Tramite un'interrogazione, il deputato PLR Matteo Quadranti chiede lumi al Consiglio di Stato in merito all'avanzamento del progetto di revisione della legge sui fiuciari.
"In data 14 gennaio 2019 - spiega Quadranti - chiedevo se 'avranno ancora un senso la Legge sui fiduciari e l’Autorità cantonale di vigilanza?' e questo partendo dal fatto che il 15 giugno 2018 le Camere federali avevano adottato la nuova Legge sui servizi finanziari (LSerFi) e la Legge sugli istituti finanziari (LIsFi). La FINMA autorizzerà all’esercizio dell’attività e avrà la competenza assoluta di svolgere l’attività di enforcement nei confronti dei suddetti soggetti; la vigilanza corrente sui gestori patrimoniali indipendenti e sui trustee sarà esercitata da organismi di vigilanza senza statuto di autorità, autorizzati dalla FINMA. Queste due leggi entreranno in vigore il 1° gennaio 2020, simultaneamente alle ordinanze di esecuzione."
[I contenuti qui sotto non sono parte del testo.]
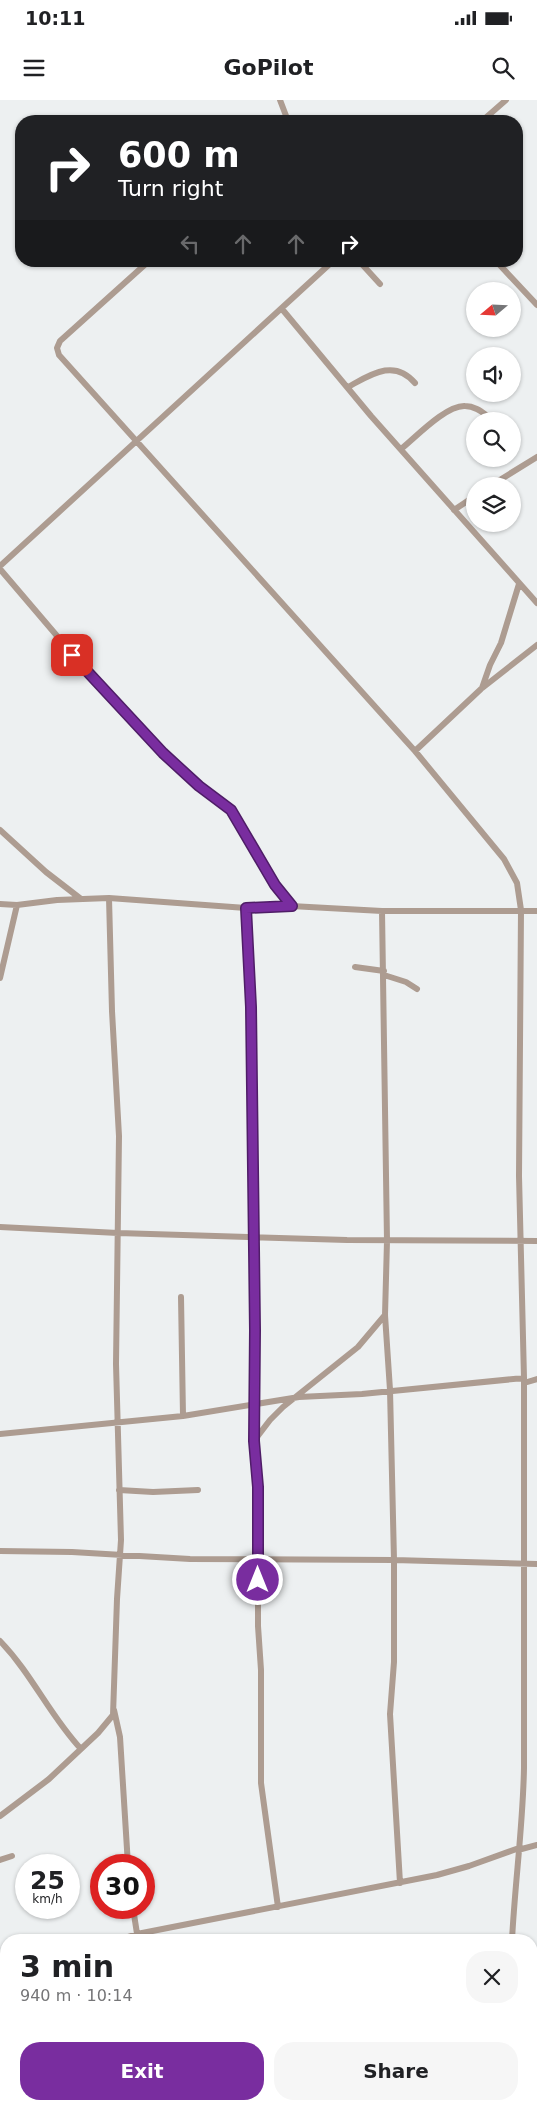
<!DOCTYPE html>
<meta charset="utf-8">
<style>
body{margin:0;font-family:"DejaVu Sans",sans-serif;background:#f6f6f6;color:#202124;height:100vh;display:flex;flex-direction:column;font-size:19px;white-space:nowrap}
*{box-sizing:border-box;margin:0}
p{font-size:16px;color:#757577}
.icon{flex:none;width:28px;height:28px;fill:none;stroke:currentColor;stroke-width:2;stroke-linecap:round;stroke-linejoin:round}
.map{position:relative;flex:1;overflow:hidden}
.panel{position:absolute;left:0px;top:1834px;width:538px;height:176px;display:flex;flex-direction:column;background:#fff;border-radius:20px 20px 0 0;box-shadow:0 1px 4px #0004}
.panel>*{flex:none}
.hud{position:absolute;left:15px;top:15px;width:508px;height:152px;border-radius:20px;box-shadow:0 1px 4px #0004;background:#202124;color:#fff;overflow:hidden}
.needle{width:32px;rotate:251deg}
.tools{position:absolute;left:466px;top:182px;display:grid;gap:10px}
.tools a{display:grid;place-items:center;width:55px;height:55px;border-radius:50%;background:#fff;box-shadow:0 1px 4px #0004;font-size:25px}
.speed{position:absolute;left:15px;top:1754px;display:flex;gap:10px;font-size:25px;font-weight:700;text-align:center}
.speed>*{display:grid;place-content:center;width:65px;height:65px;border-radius:50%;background:#fff;box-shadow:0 1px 4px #0004;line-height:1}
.speed small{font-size:12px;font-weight:400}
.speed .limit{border:8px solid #d22;background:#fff;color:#111}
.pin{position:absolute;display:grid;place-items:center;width:42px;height:42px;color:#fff;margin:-21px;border-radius:10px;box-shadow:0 2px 8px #0006}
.me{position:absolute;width:55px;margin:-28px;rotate:0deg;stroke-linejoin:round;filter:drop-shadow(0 0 4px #0008)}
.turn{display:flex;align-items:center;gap:18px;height:105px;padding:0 20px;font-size:22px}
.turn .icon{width:65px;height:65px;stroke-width:2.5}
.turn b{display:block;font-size:35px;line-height:42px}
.lanes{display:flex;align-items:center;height:48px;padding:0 20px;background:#0003;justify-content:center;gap:25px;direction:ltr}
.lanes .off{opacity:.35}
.round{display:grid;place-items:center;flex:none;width:52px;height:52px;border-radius:20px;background:#f6f6f6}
.head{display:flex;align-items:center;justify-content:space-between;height:85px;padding:0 20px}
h1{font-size:30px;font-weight:800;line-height:38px}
.primary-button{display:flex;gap:10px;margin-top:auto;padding:10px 20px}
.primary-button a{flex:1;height:58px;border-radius:20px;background:#792d9f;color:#fff;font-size:20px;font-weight:800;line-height:58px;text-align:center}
.primary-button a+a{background:#f6f6f6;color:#202124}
.status{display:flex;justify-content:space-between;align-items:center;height:35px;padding:0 25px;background:#fff;direction:ltr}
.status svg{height:14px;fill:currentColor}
header{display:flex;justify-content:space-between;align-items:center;height:65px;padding:0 20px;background:#fff;font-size:22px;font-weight:800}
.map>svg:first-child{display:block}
</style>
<div class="status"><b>10:11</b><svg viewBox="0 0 49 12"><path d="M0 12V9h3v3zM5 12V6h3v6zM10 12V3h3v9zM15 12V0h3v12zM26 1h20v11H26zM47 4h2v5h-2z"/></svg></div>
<header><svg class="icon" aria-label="menu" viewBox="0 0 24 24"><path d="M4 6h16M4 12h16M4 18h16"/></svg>GoPilot<svg class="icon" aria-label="search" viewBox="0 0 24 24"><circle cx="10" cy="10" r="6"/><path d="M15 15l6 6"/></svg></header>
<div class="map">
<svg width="537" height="2009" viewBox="0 0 537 2009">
<rect width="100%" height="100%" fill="#edf0f1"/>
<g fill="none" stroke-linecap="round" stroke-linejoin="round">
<path stroke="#ad9c91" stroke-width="6" d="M280,0L288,21
M482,21L506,0
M149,161L60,241L57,248L59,255L415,651L504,759L517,783L521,810L519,1076L524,1278V1668C523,1725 515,1782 512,1840
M359,161L380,184
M496,161L537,205
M282,209L371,316L537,503
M348,287C370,275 394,258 415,283
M401,349C416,337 446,305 465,306C475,306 482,312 489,317
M490,386L537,357
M454,410L475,396
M0,466L333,161
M0,469L98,584L163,653L199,686L231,710L275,785L291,806
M482,588L490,565L501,543L519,484
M415,651L481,589L537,545
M0,730L46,772L81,799
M0,804L17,805L57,800L109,798L246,808L291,806L382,811H537
M246,808L251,907L255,1230L254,1341L258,1387V1526L261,1570V1683L278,1807
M382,811L387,1141L385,1215L390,1290L394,1460V1562L390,1614L400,1783
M355,867L384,871
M384,875L406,882L417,889
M0,878L17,805
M0,1127L118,1133L347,1140L537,1141
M181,1197L183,1316
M524,1283L537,1279
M0,1334L183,1316L299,1297L362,1294L524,1278
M254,1341L270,1320L283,1307L358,1247L385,1215
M119,1390L153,1392L198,1390
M0,1451L72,1452L190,1459L394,1460L537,1464
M0,1541C32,1574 50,1616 81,1649
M114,1610L120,1637L128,1765
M0,1716L49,1679L98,1633L113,1615L117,1499L121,1440L116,1264L119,1036L112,911L109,798
M518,1750L537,1745
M0,1760L12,1756
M133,1808L138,1840
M118,1840L137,1834L437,1775L469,1766L519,1748
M0,1875L6,1873
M168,2004L169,2009
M517,2009V2004"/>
</g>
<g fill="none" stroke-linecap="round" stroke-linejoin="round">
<g stroke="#4f1d67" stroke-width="12">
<path id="route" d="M72,555L163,653L199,686L231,710L275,785L292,806L246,808L251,907L255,1230L254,1341L258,1387V1480"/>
</g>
<use href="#route" stroke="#792d9f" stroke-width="9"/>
</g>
</svg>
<div class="tools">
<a><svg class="needle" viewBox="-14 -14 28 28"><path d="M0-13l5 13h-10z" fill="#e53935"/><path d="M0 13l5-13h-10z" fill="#757577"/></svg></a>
<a><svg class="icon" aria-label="sound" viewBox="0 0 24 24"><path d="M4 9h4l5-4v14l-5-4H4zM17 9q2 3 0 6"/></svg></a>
<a><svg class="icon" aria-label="search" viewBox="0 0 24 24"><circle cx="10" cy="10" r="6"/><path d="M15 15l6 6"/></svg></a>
<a><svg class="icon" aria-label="layers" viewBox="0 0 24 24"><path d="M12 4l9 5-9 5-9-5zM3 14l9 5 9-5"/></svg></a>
</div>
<div class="speed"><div>25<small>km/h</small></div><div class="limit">30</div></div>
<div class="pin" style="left:72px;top:555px;background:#d93025"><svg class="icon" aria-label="arrive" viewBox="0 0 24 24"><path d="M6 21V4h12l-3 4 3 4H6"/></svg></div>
<svg class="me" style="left:258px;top:1480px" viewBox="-20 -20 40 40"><circle r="17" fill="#792d9f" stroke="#fff" stroke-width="3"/><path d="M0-11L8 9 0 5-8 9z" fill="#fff"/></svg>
<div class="hud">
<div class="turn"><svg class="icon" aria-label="right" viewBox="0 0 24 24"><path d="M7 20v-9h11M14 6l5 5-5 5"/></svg><div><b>600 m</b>Turn right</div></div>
<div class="lanes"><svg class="icon off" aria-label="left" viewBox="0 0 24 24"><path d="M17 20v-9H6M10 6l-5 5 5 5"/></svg><svg class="icon off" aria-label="ahead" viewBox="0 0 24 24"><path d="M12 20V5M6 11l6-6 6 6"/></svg><svg class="icon off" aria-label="ahead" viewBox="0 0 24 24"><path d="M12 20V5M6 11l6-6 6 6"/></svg><svg class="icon" aria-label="right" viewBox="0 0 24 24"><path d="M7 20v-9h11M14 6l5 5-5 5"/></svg></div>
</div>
<section class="panel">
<div class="head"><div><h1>3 min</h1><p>940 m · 10:14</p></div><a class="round"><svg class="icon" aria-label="close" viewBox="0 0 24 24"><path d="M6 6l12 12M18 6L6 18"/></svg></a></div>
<div class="primary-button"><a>Exit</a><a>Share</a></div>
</section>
</div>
"Il 13 febbraio - sottolinea il deputato liberale radicale - il Consiglio di Stato rispose che i lavori per l’adeguamento delle LFid erano in corso e che un messaggio governativo avrebbe provveduto agli adeguamenti necessari, messaggio che si indicava sarebbe stato posto in consultazione presso le parti interessate nel corso del mese di marzo".
"Visto che il tempo concesso ai professionisti del settore per adeguarsi alle nuove norme federali è piuttosto ristretto e che alcuni hanno iniziato a ricevere delle comunicazioni dall’Autorità di vigilanza senza però che il messaggio sia già stato pubblicato e la legge modificata", Quadranti chiede al Consiglio di Stato di fornire una tempistica circa la data d’invio del messaggio al Gran Consiglio, atteso come il nuovo progetto di legge, che andrà poi approvato dal Parlamento, dopo esame commissionale, prima del 31 dicembre 2019.